Once you have calculated that the money you have is not sufficient to last for your whole life then you can work on methods to generate some additional income. You can work according to your skills. There are a number of sites that provide freelance jobs. You can choose to become a teacher, write a blog, start a YouTube channel, become a tourist guide, sell on e-commerce websites, be involved in the direct selling of products for companies, affiliate marketing, and baking and there are endless opportunities available in this world.

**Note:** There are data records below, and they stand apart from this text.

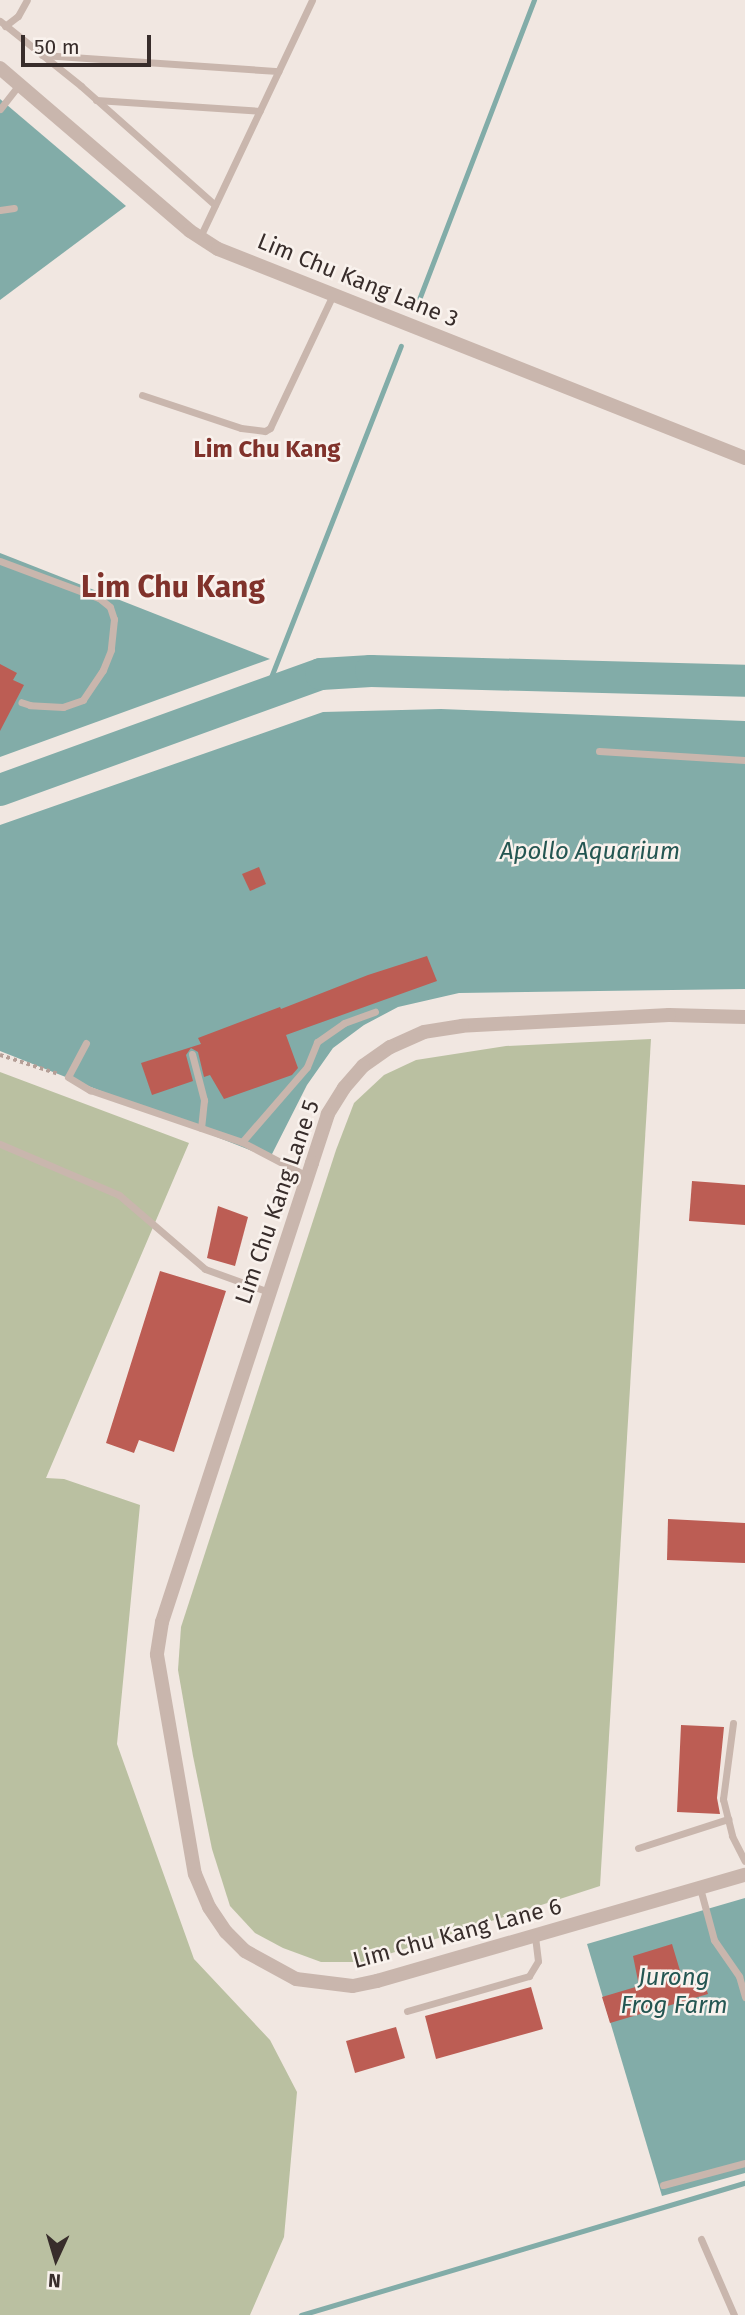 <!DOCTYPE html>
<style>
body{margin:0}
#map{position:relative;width:745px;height:2315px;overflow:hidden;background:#f1e7e1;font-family:"Fira Sans",sans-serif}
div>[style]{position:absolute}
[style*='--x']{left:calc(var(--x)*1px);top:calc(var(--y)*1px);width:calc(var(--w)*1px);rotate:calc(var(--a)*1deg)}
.green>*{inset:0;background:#bac0a1}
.water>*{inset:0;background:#82aca8}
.stream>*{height:5px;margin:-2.5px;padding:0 2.5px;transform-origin:2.5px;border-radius:2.5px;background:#82aca8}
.river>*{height:32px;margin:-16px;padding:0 16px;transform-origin:16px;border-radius:16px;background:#82aca8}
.building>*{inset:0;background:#bc5d54}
.path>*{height:3.5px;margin-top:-1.75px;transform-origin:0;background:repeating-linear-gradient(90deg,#b59f97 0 3.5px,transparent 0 7px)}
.service>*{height:7px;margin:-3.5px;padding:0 3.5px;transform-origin:3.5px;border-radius:3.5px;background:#c9b6ad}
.minor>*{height:14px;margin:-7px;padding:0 7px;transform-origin:7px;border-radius:7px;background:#c9b6ad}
span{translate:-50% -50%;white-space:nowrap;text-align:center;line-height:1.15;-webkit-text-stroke:5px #f9f2ed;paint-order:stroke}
.street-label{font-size:23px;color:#382d2b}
.neighbourhood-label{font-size:24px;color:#80322b;font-weight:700}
.water-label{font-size:24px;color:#245652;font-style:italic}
.district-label{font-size:30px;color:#80322b;font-weight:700}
.north{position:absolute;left:21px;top:2224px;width:70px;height:70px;-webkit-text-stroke:5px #f9f2ed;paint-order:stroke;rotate:184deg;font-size:19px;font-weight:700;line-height:28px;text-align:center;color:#382d2b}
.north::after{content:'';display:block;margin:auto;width:24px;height:32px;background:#382d2b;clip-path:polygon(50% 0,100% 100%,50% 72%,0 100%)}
.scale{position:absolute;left:21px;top:35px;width:130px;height:32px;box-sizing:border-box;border:4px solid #382d2b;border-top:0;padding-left:9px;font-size:21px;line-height:24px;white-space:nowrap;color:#382d2b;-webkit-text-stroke:5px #f9f2ed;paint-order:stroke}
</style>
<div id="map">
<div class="green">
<i style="clip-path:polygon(651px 1039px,600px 1886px,364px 1962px,321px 1962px,283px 1948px,255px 1933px,230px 1906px,212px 1849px,193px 1756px,178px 1670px,181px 1627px,336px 1150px,354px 1103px,384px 1075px,416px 1060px,506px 1046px)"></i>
<i style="clip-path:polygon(0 1072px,189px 1143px,46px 1478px,64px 1479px,140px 1505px,117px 1744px,194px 1959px,270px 2040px,297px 2092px,284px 2237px,250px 2315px,0 2315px)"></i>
</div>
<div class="water">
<i style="clip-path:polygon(0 99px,126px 206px,0 300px)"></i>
<i style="clip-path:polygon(0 553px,270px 659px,0 757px)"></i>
<i style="clip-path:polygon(441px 709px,745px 721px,745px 989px,459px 993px,398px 1007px,364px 1025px,333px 1048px,307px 1085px,270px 1158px,0 1051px,0 825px,323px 712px)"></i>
<i style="clip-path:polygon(745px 1898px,745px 2173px,662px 2196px,587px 1944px)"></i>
</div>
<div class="stream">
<i style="--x:418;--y:302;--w:324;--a:-69"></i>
<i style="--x:264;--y:695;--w:375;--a:-68.6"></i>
<i style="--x:301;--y:2315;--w:463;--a:-16.6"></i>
</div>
<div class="river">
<i style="--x:0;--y:790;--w:341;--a:-19.9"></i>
<i style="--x:321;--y:674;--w:50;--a:-3.4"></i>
<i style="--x:371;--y:671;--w:374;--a:1.5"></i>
</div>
<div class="building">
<i style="clip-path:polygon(0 664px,17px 673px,13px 680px,24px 685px,0 731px)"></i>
<i style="clip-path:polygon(259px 867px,266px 884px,250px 891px,242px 874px)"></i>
<i style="clip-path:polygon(427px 956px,437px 981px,286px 1035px,298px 1068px,292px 1075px,224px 1099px,210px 1075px,204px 1077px,198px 1052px,191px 1048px,186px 1055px,193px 1081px,152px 1095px,141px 1063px,201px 1044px,198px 1038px,280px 1007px,281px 1009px,368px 975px)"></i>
<i style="clip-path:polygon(692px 1181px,745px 1185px,745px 1225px,689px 1221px)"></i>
<i style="clip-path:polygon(218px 1206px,248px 1217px,235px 1266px,207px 1258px)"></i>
<i style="clip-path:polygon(160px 1271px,226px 1291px,174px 1452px,139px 1440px,134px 1453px,106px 1443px)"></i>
<i style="clip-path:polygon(668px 1519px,745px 1523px,745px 1563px,667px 1560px)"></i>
<i style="clip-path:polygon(681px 1725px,724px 1727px,717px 1798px,720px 1814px,677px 1812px)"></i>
<i style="clip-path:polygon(672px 1944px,684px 1984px,703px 1979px,708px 1994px,610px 2023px,602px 1997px,639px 1986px,633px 1956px)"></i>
<i style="clip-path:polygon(531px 1987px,543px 2029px,436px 2059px,425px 2016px)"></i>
<i style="clip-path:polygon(396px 2027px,405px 2058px,355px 2073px,346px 2041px)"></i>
</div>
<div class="path">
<i style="--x:0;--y:1055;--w:62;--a:17.9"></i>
</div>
<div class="service">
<i style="--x:0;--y:21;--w:104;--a:38.7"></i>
<i style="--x:81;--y:86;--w:179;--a:41.6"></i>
<i style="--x:5;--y:26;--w:16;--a:-38"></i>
<i style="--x:18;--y:16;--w:18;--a:-61"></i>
<i style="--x:42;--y:55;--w:237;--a:3.9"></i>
<i style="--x:96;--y:100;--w:164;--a:3.8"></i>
<i style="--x:0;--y:109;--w:31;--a:-52"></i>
<i style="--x:0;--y:210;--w:14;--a:-8"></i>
<i style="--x:200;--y:237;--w:262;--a:-64.7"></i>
<i style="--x:142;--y:395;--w:104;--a:18.4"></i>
<i style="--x:241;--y:428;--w:24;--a:7"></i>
<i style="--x:265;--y:431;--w:6;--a:-31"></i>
<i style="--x:270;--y:428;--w:147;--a:-64.7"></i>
<i style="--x:0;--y:561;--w:106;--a:20.5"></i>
<i style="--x:99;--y:598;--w:14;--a:39"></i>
<i style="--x:110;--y:607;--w:13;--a:72"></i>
<i style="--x:114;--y:619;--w:31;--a:96"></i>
<i style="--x:111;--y:650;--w:22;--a:112"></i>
<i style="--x:103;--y:670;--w:36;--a:124"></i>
<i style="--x:83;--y:700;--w:21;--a:161"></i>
<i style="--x:63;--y:707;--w:33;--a:-177"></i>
<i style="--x:30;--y:705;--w:9;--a:-162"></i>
<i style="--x:599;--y:751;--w:146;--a:3.5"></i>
<i style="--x:86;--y:1043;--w:38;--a:118"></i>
<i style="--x:68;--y:1077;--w:26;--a:31"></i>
<i style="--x:90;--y:1090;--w:161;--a:18.9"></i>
<i style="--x:242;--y:1142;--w:73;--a:27.6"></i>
<i style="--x:192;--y:1054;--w:48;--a:75.4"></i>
<i style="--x:204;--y:1100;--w:28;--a:96"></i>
<i style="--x:242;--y:1142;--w:99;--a:-49.1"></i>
<i style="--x:307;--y:1067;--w:27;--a:-68"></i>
<i style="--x:317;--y:1042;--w:33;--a:-35"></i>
<i style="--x:344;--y:1023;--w:33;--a:-20"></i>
<i style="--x:0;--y:1144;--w:129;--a:23.2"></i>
<i style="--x:119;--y:1195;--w:113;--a:40.7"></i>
<i style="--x:205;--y:1269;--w:68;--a:19.8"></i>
<i style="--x:733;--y:1723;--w:77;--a:97.5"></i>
<i style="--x:723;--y:1799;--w:38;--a:76"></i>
<i style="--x:732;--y:1836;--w:28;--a:63"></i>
<i style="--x:638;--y:1848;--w:95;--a:-17.9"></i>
<i style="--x:700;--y:1888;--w:54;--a:74.9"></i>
<i style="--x:714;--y:1940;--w:44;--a:55.2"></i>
<i style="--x:739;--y:1976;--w:22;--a:74"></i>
<i style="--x:407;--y:2011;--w:127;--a:-16"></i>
<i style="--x:529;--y:1976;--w:17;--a:-59"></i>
<i style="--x:538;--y:1961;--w:25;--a:-97"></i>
<i style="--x:663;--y:2185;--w:85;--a:-15"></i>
<i style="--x:701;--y:2239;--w:83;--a:66.5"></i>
</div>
<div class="minor">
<i style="--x:0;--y:68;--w:250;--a:40.6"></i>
<i style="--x:190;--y:231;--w:33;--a:33"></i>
<i style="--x:218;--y:249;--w:567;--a:21.63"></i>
<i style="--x:745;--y:1017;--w:76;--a:-178.5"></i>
<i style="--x:669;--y:1015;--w:207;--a:177"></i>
<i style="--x:462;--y:1026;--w:38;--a:171"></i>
<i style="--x:424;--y:1032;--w:37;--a:156"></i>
<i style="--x:390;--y:1047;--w:33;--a:145"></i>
<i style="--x:363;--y:1066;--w:29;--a:131"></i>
<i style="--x:344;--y:1088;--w:31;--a:122"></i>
<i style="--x:328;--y:1114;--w:52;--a:108.1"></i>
<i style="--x:312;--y:1163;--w:483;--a:108.1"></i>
<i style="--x:162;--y:1622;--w:33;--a:99"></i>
<i style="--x:157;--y:1655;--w:222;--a:80.2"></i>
<i style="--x:195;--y:1874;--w:36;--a:67"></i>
<i style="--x:209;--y:1907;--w:30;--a:56"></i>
<i style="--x:226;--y:1932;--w:27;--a:45"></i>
<i style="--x:245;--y:1951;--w:58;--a:28.8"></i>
<i style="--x:296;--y:1979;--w:57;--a:7"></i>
<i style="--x:353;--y:1986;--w:25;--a:-12"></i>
<i style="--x:377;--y:1981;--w:383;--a:-16.1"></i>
</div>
<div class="street-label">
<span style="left:358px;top:280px;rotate:22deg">Lim Chu Kang Lane 3</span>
<span style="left:277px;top:1202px;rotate:-71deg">Lim Chu Kang Lane 5</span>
<span style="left:457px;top:1933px;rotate:-15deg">Lim Chu Kang Lane 6</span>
</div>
<div class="neighbourhood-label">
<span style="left:267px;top:450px">Lim Chu Kang</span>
</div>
<div class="water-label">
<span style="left:590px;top:852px">Apollo Aquarium</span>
<span style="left:674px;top:1992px">Jurong<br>Frog Farm</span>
</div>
<div class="district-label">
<span style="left:173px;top:587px">Lim Chu Kang</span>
</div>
<div class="north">N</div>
<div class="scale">50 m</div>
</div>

  • Find a purpose to live-

You have been laid off and after calculation find that you have enough money to survive for the remaining part of your life. Sitting at home and not doing anything else would be boring and a waste of the remaining life. Make a schedule of your engagement with the outside world and try to contribute to the community you are living in. Otherwise just sitting at home would turn out to be harmful to your physical as well as mental health.

Forced early retirement would make any person gloomy about their future but if you are prepared from a young age then forced early retirement would not have much of an impact. If you have saved enough money, you would be able to live life on your own terms and indulge in a passion that you have always dreamt of. This would keep you engaged for the remaining part of your life. You will not have any regrets about life not being fair and would be able to turn the disadvantage into a situation where you can live life on your own terms.